But this year I said BASTA, ENOUGH, I can totally cook a turkey. How hard can it be!? I invited all of my Argentine in-laws and my fellow expat friends and hosted my first Thanksgiving. This makes me an official adult now, right? And I think it turned out pretty well. I just used my thumb to wipe a smudge of turkey grease off my computer screen, the dog is so full of table scraps he doesn’t want breakfast, and our recycling bin is full of wine bottles. Sounds like a success to me!
So, here’s a few of my tips and hacks on how I cooked and hosted a classic American Thanksgiving abroad in Argentina.
The Food – Tips & Recipes
In red-meat centered Argentina, Turkey isn’t very common. However, it’s not difficult to get either. Ask your local butcher shop (or granja in Argentina, butcher shops that offer mainly poultry), if they can get a turkey for you. Even though you don’t see a certain food in your local shops, it doesn’t mean they can’t get it. For obvious reasons, shops don’t want to stock anything that isn’t in high demand but will get that mascarpone cheese, those jalapenos, or even that turkey for you, if you give them enough advance notice.
Cranberries are impossible to get in Argentina. While dried cranberries are available at an exorbitant price, anything to replicate that can-shaped blob we always pretend to love every November, nada. So I improvised. Cook down a pound of blueberries, half a cup of sugar, and juice from half a large lemon over low heat for about 20 minutes.
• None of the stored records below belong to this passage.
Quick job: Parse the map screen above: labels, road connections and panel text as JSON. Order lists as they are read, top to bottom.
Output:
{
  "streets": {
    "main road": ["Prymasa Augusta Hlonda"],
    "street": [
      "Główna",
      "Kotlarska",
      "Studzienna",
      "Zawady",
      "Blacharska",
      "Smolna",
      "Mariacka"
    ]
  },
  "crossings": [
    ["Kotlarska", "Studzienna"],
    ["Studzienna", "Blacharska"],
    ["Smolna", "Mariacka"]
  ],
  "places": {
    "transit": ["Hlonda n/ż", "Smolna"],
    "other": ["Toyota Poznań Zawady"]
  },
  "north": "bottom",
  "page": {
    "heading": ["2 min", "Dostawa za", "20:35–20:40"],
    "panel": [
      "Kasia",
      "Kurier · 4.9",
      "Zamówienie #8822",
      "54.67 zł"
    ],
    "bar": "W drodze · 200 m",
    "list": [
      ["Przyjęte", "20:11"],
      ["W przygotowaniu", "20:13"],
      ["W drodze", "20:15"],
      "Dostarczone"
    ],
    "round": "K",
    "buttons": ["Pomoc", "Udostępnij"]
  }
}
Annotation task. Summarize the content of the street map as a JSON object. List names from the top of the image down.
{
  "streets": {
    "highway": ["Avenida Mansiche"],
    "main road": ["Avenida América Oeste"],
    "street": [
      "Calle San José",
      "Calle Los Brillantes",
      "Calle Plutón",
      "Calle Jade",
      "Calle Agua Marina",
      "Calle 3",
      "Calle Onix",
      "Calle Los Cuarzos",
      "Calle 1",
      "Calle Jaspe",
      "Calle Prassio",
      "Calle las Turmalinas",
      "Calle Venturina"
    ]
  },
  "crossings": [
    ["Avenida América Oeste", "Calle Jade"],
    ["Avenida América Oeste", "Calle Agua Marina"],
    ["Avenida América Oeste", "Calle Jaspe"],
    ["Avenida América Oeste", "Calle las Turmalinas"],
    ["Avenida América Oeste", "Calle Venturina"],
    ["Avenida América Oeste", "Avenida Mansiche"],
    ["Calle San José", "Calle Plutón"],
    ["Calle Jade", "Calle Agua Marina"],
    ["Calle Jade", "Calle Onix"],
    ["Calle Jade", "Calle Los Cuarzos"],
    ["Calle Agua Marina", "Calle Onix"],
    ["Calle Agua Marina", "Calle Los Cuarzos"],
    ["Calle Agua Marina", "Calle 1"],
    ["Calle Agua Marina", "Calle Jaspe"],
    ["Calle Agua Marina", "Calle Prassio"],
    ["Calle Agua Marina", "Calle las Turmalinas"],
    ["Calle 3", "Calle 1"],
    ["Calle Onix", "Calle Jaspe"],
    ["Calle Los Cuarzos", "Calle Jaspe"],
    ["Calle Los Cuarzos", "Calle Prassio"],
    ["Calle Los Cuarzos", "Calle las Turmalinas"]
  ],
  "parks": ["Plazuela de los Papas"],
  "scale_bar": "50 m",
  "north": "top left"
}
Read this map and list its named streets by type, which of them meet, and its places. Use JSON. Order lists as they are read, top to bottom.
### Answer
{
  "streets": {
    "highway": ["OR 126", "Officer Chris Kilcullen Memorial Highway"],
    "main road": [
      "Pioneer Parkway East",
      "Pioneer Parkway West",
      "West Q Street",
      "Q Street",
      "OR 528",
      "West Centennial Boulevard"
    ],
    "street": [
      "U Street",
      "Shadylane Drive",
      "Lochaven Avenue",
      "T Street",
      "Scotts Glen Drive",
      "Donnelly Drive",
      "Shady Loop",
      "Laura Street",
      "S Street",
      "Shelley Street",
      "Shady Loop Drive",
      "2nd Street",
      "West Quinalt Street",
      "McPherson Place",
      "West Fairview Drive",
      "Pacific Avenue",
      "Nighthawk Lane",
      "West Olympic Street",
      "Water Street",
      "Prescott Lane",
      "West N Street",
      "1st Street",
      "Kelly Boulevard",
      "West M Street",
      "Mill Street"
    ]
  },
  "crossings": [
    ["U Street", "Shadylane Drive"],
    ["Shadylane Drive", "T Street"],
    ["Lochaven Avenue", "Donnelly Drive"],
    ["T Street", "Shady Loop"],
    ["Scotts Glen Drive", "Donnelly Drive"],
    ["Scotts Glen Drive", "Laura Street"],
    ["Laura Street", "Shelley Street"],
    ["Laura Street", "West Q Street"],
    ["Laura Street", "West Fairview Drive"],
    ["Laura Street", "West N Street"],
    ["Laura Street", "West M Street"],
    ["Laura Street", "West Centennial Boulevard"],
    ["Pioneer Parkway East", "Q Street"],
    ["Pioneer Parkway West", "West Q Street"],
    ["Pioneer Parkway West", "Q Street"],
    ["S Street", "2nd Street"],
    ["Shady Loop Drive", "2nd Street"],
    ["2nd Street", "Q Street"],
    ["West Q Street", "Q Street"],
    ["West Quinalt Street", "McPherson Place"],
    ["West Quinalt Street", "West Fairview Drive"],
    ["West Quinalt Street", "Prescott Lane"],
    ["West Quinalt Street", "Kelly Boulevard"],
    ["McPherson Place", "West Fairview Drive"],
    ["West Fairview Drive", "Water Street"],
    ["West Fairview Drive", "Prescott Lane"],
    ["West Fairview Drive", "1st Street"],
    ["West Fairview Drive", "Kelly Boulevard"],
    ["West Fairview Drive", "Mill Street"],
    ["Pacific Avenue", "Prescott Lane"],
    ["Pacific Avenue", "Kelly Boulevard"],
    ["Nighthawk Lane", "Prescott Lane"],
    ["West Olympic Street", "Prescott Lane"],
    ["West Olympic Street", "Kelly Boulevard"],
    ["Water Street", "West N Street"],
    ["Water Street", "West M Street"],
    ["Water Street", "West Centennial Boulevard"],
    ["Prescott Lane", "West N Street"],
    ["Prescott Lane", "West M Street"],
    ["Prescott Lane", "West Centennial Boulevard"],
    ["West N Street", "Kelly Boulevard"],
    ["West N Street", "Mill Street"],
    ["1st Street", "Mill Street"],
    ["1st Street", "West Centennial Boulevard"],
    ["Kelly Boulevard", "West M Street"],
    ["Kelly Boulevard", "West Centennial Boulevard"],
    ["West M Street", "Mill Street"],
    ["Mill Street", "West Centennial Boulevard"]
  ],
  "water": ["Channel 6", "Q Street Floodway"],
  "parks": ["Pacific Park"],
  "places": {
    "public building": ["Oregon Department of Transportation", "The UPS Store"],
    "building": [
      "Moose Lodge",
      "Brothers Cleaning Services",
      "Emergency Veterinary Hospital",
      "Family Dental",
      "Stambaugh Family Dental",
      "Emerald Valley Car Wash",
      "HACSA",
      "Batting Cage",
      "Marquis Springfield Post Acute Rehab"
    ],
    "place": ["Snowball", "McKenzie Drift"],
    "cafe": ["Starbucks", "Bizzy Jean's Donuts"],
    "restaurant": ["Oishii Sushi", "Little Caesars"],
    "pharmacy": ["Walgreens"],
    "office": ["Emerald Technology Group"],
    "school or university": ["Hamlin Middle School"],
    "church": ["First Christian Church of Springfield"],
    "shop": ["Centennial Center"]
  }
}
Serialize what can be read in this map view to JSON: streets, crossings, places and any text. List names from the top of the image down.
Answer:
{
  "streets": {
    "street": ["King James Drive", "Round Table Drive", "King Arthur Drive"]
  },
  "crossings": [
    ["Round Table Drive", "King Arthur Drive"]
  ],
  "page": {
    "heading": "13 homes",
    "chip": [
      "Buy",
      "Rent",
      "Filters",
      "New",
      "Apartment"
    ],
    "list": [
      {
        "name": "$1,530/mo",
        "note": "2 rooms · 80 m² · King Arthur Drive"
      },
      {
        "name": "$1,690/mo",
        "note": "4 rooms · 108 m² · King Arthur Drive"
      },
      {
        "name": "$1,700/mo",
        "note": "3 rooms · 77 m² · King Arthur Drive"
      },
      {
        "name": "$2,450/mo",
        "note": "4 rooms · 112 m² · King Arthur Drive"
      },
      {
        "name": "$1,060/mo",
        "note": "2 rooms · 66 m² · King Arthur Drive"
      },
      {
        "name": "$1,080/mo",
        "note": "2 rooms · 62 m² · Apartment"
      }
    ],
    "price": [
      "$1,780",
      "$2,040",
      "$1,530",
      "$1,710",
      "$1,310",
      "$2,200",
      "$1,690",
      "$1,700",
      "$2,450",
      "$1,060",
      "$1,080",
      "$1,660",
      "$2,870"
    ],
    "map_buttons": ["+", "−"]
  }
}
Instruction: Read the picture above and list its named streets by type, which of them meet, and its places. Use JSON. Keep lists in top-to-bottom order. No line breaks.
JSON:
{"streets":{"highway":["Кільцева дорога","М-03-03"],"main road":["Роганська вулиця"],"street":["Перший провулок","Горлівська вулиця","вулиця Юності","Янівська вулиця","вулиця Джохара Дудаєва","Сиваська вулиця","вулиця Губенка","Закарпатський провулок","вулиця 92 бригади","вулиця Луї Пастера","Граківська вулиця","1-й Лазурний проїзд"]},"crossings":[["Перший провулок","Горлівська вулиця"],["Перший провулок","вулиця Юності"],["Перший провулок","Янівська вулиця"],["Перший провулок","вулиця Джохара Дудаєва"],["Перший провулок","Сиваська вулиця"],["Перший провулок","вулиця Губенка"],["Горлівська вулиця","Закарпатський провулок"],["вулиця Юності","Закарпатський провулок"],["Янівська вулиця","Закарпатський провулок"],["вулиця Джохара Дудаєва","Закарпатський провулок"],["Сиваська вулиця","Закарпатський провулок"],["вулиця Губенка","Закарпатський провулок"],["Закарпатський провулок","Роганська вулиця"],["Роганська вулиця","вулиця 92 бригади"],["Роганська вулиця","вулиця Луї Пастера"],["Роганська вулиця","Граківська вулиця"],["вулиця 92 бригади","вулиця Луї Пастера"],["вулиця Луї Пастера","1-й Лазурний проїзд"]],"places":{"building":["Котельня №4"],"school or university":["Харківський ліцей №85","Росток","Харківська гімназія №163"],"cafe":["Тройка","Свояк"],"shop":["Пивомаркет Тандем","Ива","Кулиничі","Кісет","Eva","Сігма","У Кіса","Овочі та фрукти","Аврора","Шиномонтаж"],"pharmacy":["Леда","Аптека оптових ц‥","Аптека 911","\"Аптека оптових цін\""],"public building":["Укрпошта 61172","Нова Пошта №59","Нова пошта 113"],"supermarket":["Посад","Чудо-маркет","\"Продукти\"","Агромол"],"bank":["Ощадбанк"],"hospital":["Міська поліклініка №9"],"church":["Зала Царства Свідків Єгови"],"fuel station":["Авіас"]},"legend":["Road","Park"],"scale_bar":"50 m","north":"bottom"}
My mother-in-law brought me lingonberry jam from Sweden, so I added about a cup of that to make it a bit closer to “cranberry-ish.” The marmalade made it very juicy so I simmered it for about an hour more and it thickened up. Mission accomplished. We didn’t even have to pretend to like the “cranberry” sauce this year!
You don’t need me for this. But if you’re in Argentina by chance, Tregar Cream Cheese is a gift from God above and you should add it generously (if not available, the more heavily stocked Casancrem is fine).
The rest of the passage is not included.